(The parallels to synergetics that are evident here will be discussed later.) Here we concentrated on synergy in hesychasm, i.e. on the experiential aspect of the Orthodox conception of synergy. It is this aspect that is particularly important if we discuss synergy – as we do now – as the anthropological and epistemological paradigm, in the first place. However, it should be at least mentioned briefly that synergy is also closely connected with basic theological problem fields such as Christology (the problem of the two wills in Christ), the conception of theosis, and especially theology of Divine energies. As a result, one can find in Orthodox theology the full-fledged theology of synergy, the main contributions to which belong to Maximus the Confessor (580-662), Symeon the New Theologian (949-1022) and Gregory Palamas (1296-1357).

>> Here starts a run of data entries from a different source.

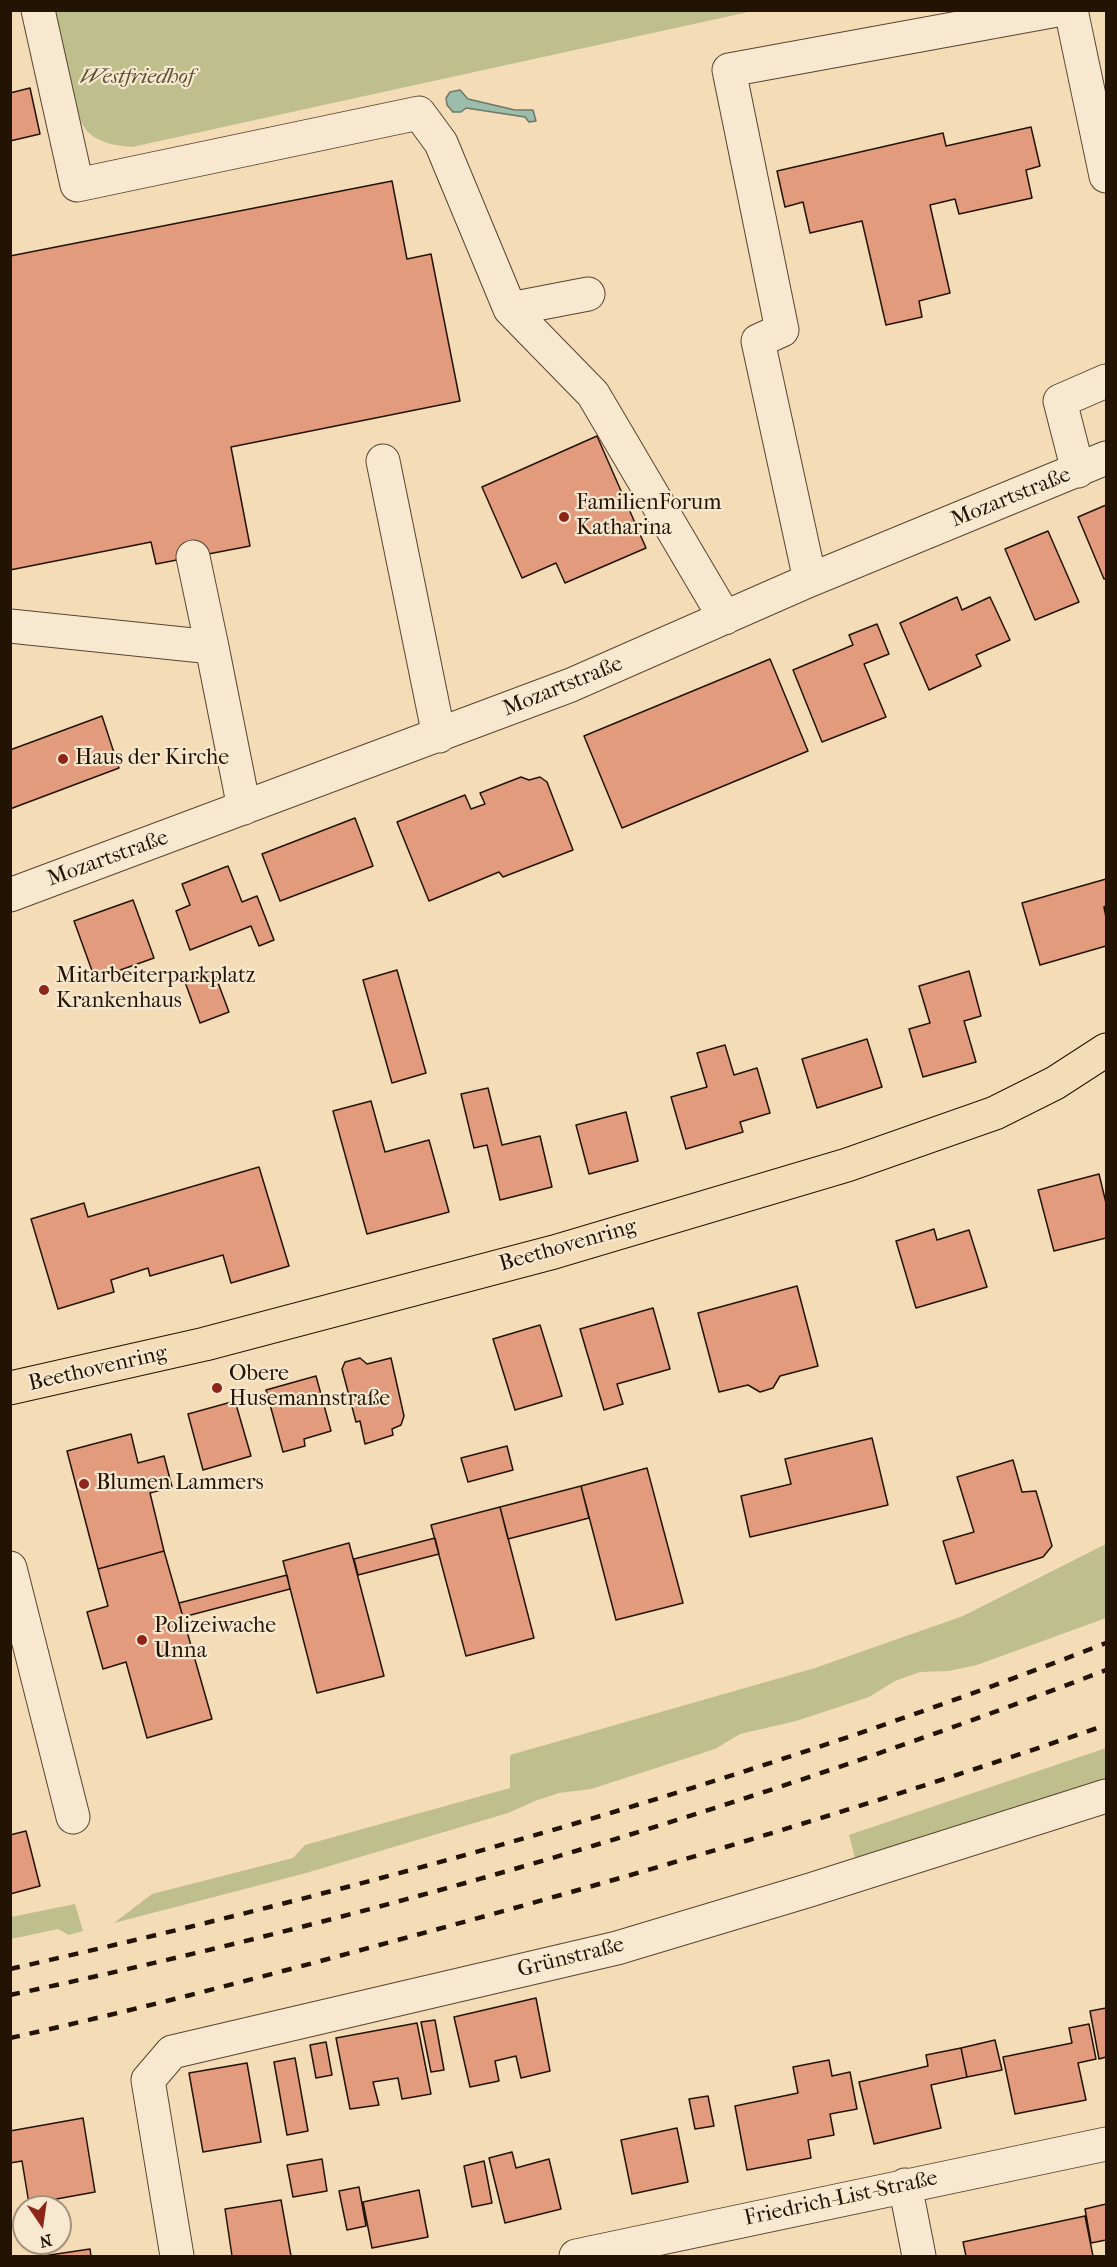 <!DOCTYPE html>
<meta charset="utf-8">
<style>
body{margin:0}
#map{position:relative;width:1117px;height:2267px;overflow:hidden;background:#f4dcb7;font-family:"IM FELL French Canon",serif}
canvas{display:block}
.frame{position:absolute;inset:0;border:12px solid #231303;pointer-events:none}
.north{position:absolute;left:12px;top:2195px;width:60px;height:60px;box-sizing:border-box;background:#f8e8d0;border:2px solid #a3937e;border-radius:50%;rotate:167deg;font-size:16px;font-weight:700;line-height:24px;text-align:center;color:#231303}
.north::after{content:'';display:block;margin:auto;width:21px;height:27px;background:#8f2418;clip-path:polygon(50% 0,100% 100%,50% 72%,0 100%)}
</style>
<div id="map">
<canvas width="1117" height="2267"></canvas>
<div class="frame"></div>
<div class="north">N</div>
</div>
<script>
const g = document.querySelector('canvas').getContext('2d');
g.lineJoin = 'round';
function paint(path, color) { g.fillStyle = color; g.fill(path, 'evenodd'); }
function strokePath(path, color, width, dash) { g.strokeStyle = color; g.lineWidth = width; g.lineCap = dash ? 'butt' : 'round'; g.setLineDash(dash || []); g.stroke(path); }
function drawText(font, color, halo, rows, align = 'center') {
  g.font = font + ' "IM FELL French Canon",serif'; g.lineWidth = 4.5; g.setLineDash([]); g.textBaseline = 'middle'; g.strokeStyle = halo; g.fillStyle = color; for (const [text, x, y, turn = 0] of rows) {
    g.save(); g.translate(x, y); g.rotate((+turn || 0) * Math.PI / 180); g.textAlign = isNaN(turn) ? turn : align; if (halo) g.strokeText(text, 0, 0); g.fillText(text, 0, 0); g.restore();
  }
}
const green = new Path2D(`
 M48,11H753L132,147C117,146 100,143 89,133C72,117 55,36 48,11Z
 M1106,1544V1618L977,1665L948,1671L920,1672L895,1681L869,1697L796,1721L740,1734L715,1749L591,1789L559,1793L535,1801L508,1813L306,1873L114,1923L152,1894L293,1858L305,1845L510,1788V1755L815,1668L963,1616Z
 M1106,1748V1789L1068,1802L855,1858L849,1835Z
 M75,1904L83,1931L69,1935L58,1929L11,1939V1917Z`);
const water = new Path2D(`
 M460,90L468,99L515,110H533L536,121L529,122L525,117L466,108L461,112H453L447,105L446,98L450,92Z`);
const building = new Path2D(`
 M30,88L40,134L10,141V93Z
 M1031,127L1040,166L1026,170L1032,198L959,214L955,199L930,205L950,293L919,301L922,317L886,325L862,221L810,233L803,202L785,207L777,171L943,133L946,146Z
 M392,181L407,259L431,254L460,401L231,447L250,546L156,564L151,542L10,570V256Z
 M597,436L646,548L565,583L556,563L522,578L482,487Z
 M1106,505V578L1104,579L1078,517Z
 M1048,531L1079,602L1035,620L1005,549Z
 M957,597L962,610L990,597L1010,640L976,655L981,666L929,690L900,623Z
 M877,624L889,654L864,664L886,717L822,742L793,670L853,645L849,635Z
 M770,659L808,751L622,828L584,736Z
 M102,716L119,768L10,809V750Z
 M521,777L529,780L540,777L547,782L573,850L503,877L499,872L429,901L397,822L465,795L471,809L485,804L480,793Z
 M355,818L373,866L280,901L262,854Z
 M228,866L242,902L257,896L274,940L259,946L251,926L190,950L176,911L190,905L182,884Z
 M1106,879V906L1104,907L1106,917V946L1040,965L1022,903Z
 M133,900L154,958L95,979L74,921Z
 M397,970L426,1073L392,1083L363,980Z
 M969,971L981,1016L964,1021L976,1062L923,1077L909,1029L930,1023L919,986Z
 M214,972L229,1012L200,1023L185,982Z
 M867,1039L882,1087L817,1108L802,1059Z
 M725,1045L734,1075L757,1068L770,1113L740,1122L743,1132L686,1149L671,1097L707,1087L697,1053Z
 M488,1088L502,1145L540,1136L552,1187L500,1200L487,1145L474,1148L461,1094Z
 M371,1101L385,1152L429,1140L449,1212L367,1234L333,1111Z
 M626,1112L638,1161L589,1174L576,1125Z
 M259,1167L289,1266L231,1283L223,1255L150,1276L148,1268L111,1280L114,1292L58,1309L31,1219L84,1203L88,1217Z
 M1099,1174L1106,1203V1238L1054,1251L1038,1190Z
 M934,1229L937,1240L969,1230L987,1287L916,1308L896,1241Z
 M797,1286L818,1366L780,1376L773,1388L760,1392L748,1385L719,1392L698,1313Z
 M653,1308L670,1369L617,1384L623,1404L604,1410L580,1329Z
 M540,1325L562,1396L515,1410L493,1339Z
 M360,1358L367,1364L391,1358L404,1416L401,1425L392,1429L393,1435L365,1444L360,1421L356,1422L342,1369L345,1362Z
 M316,1376L331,1431L304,1439L305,1446L283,1452L266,1390Z
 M235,1401L251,1456L203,1470L188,1414Z
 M131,1434L138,1463L164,1456L172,1487L150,1493L164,1551L98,1569L67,1451Z
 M872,1438L888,1505L750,1537L741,1496L791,1484L785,1459Z
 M507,1446L513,1470L468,1482L461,1458Z
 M1013,1460L1022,1492L1036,1491L1052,1546L1043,1557L956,1584L943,1541L974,1532L957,1477Z
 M647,1468L683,1603L616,1620L581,1486Z
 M581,1486L589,1518L508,1539L500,1507Z
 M500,1507L534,1638L466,1656L431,1525Z
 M435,1538L439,1554L358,1575L354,1559Z
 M349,1543L384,1676L317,1693L283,1561Z
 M164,1551L212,1719L147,1738L126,1662L103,1669L87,1612L108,1606L98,1569Z
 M287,1575L290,1589L183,1617L179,1603Z
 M26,1831L40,1886L10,1894V1835Z
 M536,1998L550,2071L521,2078L516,2056L495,2061L499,2081L470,2087L454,2017Z
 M1106,2008V2057L1099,2059L1090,2011Z
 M435,2020L444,2070L431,2072L421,2022Z
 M417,2023L431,2094L402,2099L398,2078L373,2082L379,2105L350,2109L336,2038Z
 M1089,2024L1096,2059L1078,2063L1086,2100L1015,2114L1003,2057L1072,2043L1069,2028Z
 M995,2040L1002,2070L967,2077L961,2048Z
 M326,2042L332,2075L316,2078L310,2045Z
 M961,2048L967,2077L931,2085L941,2128L874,2144L859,2082L928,2066L926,2055Z
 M295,2058L308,2131L287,2135L274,2062Z
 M829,2060L832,2076L850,2072L857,2109L830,2114L834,2135L808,2140L811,2158L747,2170L735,2106L798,2093L793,2067Z
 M247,2063L261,2142L203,2152L189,2073Z
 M708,2096L714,2126L695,2129L689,2099Z
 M83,2118L95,2192L29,2204L22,2161L10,2163V2131Z
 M677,2128L688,2182L632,2194L621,2140Z
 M512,2152L516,2168L549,2159L561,2209L505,2223L489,2158Z
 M322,2159L327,2191L293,2197L287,2165Z
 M484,2161L492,2203L472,2207L464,2166Z
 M359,2187L366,2226L347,2230L339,2191Z
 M419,2190L428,2237L372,2248L363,2202Z
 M281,2200L291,2256H232L225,2209Z
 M1106,2204V2240L1091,2243L1085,2209Z
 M1085,2216L1093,2256H966L963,2242Z
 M90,2249L91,2256H43Z`);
const minor = new Path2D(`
 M38,10L77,185L419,113L441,143L510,309L593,394L725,618
 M1071,10L1106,176
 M510,309L588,294
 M383,461L439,736
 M1078,471L1060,401L1106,381
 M193,557L212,647
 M810,580L758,341L782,330L729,70L1057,10
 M10,626L212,647L244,808
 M10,895L571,685L810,580L1106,458
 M10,1568L73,1817
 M905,2185L919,2256
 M177,2256L148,2080L172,2052L617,1948L810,1890L1106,1796
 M576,2256L1106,2144`);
const major = new Path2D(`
 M10,1388L205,1344L554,1252L847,1165L995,1113L1055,1083L1106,1050`);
const rail = new Path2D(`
 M10,1969C383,1885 750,1782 1106,1643
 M10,1995C383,1916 751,1807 1106,1670
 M10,2038C150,2007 289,1970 427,1932C656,1870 882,1802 1106,1725`);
const markers = [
 [564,517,6,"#8f2418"],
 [63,759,6,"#8f2418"],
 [44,990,6,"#8f2418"],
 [217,1388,6,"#8f2418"],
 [84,1484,6,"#8f2418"],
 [142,1640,6,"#8f2418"]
];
const parkNames = [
 ["Westfriedhof",137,78]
];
const streetNames = [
 ["Mozartstraße",1011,498,-22],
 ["Mozartstraße",563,687,-22],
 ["Mozartstraße",108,859,-20],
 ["Beethovenring",568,1246,-16],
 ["Beethovenring",98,1369,-13],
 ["Grünstraße",571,1958,-14],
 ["Friedrich-List-Straße",841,2199,-12]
];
const poiNames = [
 ["FamilienForum",576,504],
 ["Katharina",576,529],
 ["Haus der Kirche",75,759],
 ["Mitarbeiterparkplatz",56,977],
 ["Krankenhaus",56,1002],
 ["Obere",229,1375],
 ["Husemannstraße",229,1400],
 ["Blumen Lammers",96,1484],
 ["Polizeiwache",154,1627],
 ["Unna",154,1652]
];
paint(green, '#bebf8c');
paint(water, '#9cbcac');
strokePath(water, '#6c7868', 1.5);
paint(building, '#e39b7e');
strokePath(building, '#231303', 1.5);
strokePath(minor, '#574530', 35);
strokePath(major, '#231303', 35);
strokePath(minor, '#f8e8d0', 33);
strokePath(major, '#f4dcb7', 33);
strokePath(rail, '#231303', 4.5, [10, 10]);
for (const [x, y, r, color] of markers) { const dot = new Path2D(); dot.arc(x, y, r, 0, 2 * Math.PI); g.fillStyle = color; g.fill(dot); strokePath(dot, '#f8e8d0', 2); }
drawText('italic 22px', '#594f33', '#f8e8d0', parkNames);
drawText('22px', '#231303', '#f8e8d0', streetNames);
drawText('22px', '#231303', '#f8e8d0', poiNames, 'left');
</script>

th It was given the completed form in the “palamitic synthesis” of the 14 c., and in the modern “neopalamitic” theology founded by Russian émigré theologians (V.Lossky, J.Meyendorff e.a.) its studies are renewed and continued. These two lines in the Orthodox conception of synergy, experiential or ascetic, and theological or patristic, not contradict, but complement each other (it is often said that the specific nature of Orthodox tradition is the union of patristics and ascetics that have the same spiritual foundations). Taken together, they form an integral whole having two principal distinctive features: 1) the phenomenon of synergy belongs specifically to the economy of personal being, it is a phenomenon of the meeting and collaboration of two personalistic formations; 2) synergy is characterized by radical asymmetry since the energies that reach their contact are different ontologically and play completely different roles in the contact. These features should never be forgotten in all comparisons of the Orthodox synergy with similar (to some or other extent) phenomena in other contexts and fields.